In 1683—the same year that Venice’s first caffè opened—the Ottoman Turks amassed a huge army to expand their empire further into Habsburg-controlled central Europe, and laid siege to Vienna in Austria.  The Austrian alliance, victorious against the Turks, had employed a Ukrainian Cossack named Franz Georg Kolschitzky to move through enemy lines, risking life and limb to pass messages to the nearby Prince of Lorraine, who stood ready to intervene on behalf of the Viennese.  After the siege lifted, Kolschitzky received as reward for his service money, property and many bags of “camel fodder”—the hundreds of pounds of green coffee beans the Turkish army left in its wake.  Kolschitzky became Vienna’s first kaffee-sieder, or coffee-maker, opening his “House under the Blue Bottle” shortly after war’s end, where he served sweetened coffee with cream to grateful Austrians, and acquired the fraternal nickname bruderherz—“brother heart”.  As with much coffee lore, the truth is probably a more complicated and less rewarding story: it is likely that coffee was really introduced to Vienna by a Turkish ambassador some twenty-odd years prior; it is likely that several other coffeeshops preceded the Blue Bottle; and it is likely that Kolschitzky himself, rather than a brotherly figure and selfless hero, was in fact a model of shameless self-promotion, self-aggrandizement, and greed.  Nonetheless, by 1714 Vienna’s coffee-makers were numerous enough to form their first trade association, and the city’s coffee-drinkers enjoyed their new beverage with a new pastry: the kipfler, precursor to the French croissant, baked in the shape of the Islamic crescent—a daily reminder of victory against the Turks in the 1683 Battle of Vienna.  Today, the legacy of Kolschitzky lives on in the form of the San Francisco Bay Area’s Blue Bottle Coffee, one of America’s best modern artisan roasters.

In the first few years of the 17th century, English travelers and explorers from Sir Francis Bacon to Captain John Smith, founder of the Jamestown colony in Virginia, referred to coffee in print.  The first coffeehouse in England predated similar arrivals in Italy, Austria, Germany and France.  Oxford’s first coffeehouse opened its doors in 1650, and London’s first café followed in 1652.  By 1700, coffeehouses throughout London—nicknamed “penny universities”—numbered in the thousands, and ensconced all manner of political, philosophical, and artistic discourse.  Lloyd’s of London, the British insurance market, actually got its start as a coffeehouse: in 1688, Edward Lloyd opened “Lloyd’s Coffee House”.  The establishment soon became a magnet for seafarers, a hub of shipping news, and a market for underwriters, offering insurance to cover long ocean voyages.  The London Stock Exchange similarly evolved from a list of commodity prices published in “Jonathan’s Coffee-House”.  The Royal Society, the world’s oldest scientific academy in continuous existence, emerged from the “Oxford Coffee Club” in the mid-17th century.

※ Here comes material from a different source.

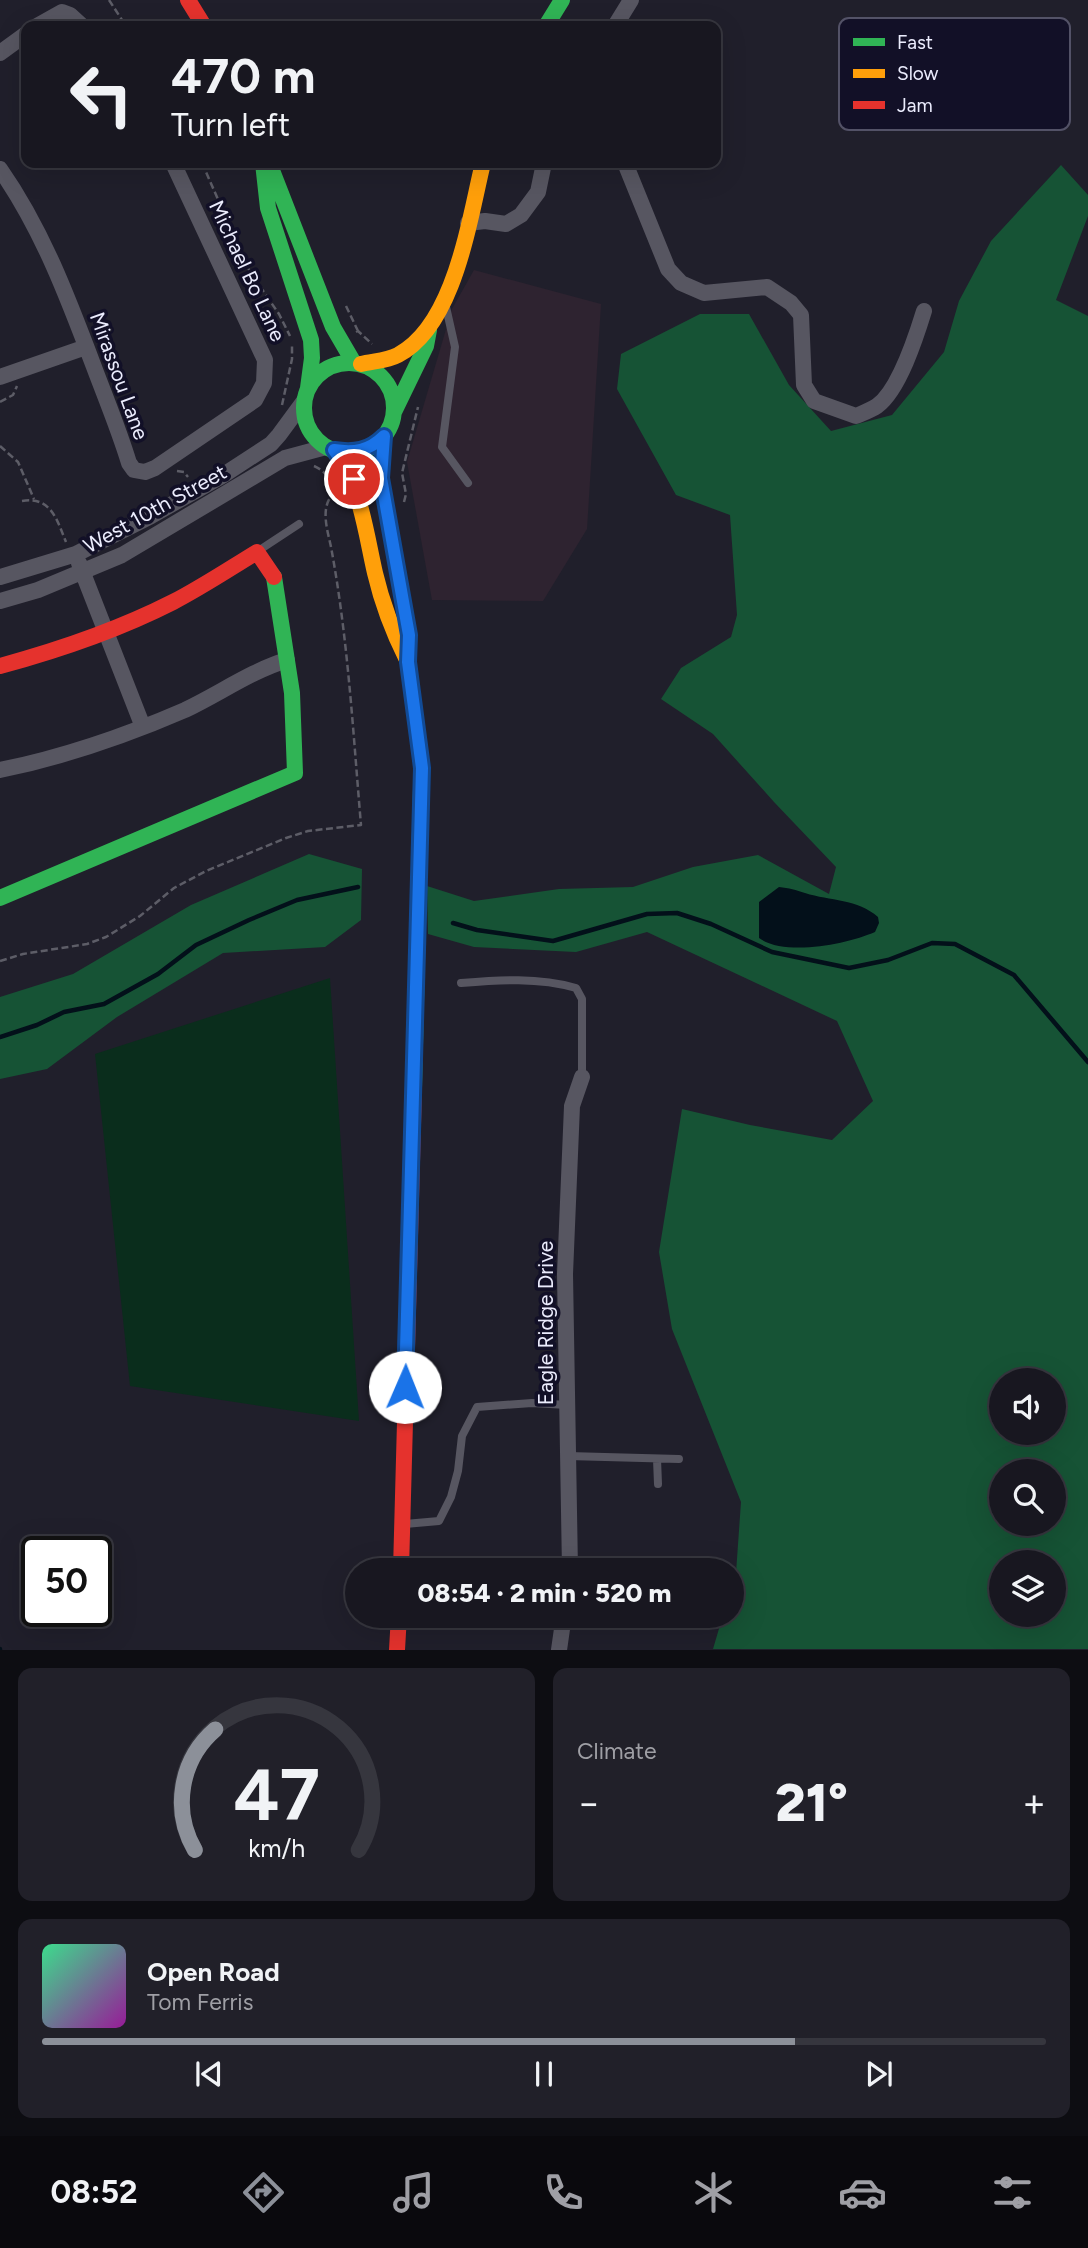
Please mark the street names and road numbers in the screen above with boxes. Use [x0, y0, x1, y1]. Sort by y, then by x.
street label: Michael Bo Lane [204, 196, 291, 345]
street label: Mirassou Lane [85, 309, 154, 443]
street label: West 10th Street [79, 459, 231, 558]
street label: Eagle Ridge Drive [533, 1241, 558, 1405]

In 1698, Britain’s most venerable wine and spirits shop, Berry Bros. & Rudd opened its doors—as a coffeehouse.  Samuel Pepys, who famously admired the “good and most particular taste” of “Ho-Bryan” wine, was just as devoted to his coffeehouses—he offered (scathing) criticism for the 1668 theatrical satire Tarugo’s Wiles or The Coffee-House, one of the first European dramatizations of the lively goings-on in the cafés.  Coffee in the latter half of the 17th century found its share of detractors in England, including kings and female upholders of pious behavior—the former tried to ban it outright, and the latter claimed it made men slothful and impotent—but the hot brew tempered, to its credit, the legendary and rampant alcoholism that pervaded England at the time.  Coffee’s popularity in England in the 17th century, however rapid and vibrant, would lose some of its steam in the 18th, as the British Empire became enamored with another vessel of caffeine: tea. 

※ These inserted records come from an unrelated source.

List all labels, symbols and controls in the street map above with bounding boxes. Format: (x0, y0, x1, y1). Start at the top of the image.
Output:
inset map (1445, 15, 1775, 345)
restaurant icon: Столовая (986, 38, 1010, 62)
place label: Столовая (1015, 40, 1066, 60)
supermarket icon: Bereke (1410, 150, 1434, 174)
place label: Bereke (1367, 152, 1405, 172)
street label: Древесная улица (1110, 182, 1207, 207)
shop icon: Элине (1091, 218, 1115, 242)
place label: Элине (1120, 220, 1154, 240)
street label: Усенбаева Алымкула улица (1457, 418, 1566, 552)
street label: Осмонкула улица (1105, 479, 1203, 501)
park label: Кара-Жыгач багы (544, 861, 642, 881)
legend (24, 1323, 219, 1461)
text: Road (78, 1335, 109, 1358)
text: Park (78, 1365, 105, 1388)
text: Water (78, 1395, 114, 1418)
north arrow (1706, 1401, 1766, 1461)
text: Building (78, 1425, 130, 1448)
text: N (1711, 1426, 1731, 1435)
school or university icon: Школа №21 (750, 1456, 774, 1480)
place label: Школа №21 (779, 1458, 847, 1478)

The first printed mention of coffee in Western Europe appeared in a German work, written and published in 1582 by Leonhard Rauwolf, following his return from Aleppo, a city in modern-day Syria.  In a thorough description of the customs of the city, Rauwolf writes:

….They have a very good drink, by them called chaube that is almost as black
as ink, and very good in illness, chiefly that of the stomach; of this they drink in the morning…as hot as they can.
(Ukers, p. 25)

Despite Rauwolf’s 16th century news of chaube (coffee), the drink itself did not reach Germany until about 1670, and an English coffee merchant opened the country’s first coffeehouse in Hamburg in 1679.  By 1777, the German populace was so enamored with coffee that King Frederick the Great issued a proclamation reminding his subjects that the royal family was raised on beer, and any soldier who preferred coffee to the traditional brew of Germany was unreliable in wartime.  Four years later, the king monopolized the roasting of coffee under the German crown, raised prices, and in effect shuttered the poorer classes from the enjoyment of the drink.  Despite a total lack of caffeine, roasted chicory root, cereal grains, corn, and dried fig appeared as affordable substitutes.  Chicory, particularly, would serve as a poor but widespread replacement for coffee into the 20th century, whenever the real thing was prohibitively expensive or simply unavailable.  In 1804, Napoleon Bonaparte of France turned to chicory when his Continental System essentially cut off continental Europe from the trade of coffee, and the American South relied on chicory for coffee when the Union blockaded southern ports during the Civil War.  In the latter half of the 19th century, unscrupulous American coffee men adulterated their wares with chicory to inflate their pocketbooks.  Today, chicory remains a popular coffee flavoring in France and areas of French influence, such as New Orleans. 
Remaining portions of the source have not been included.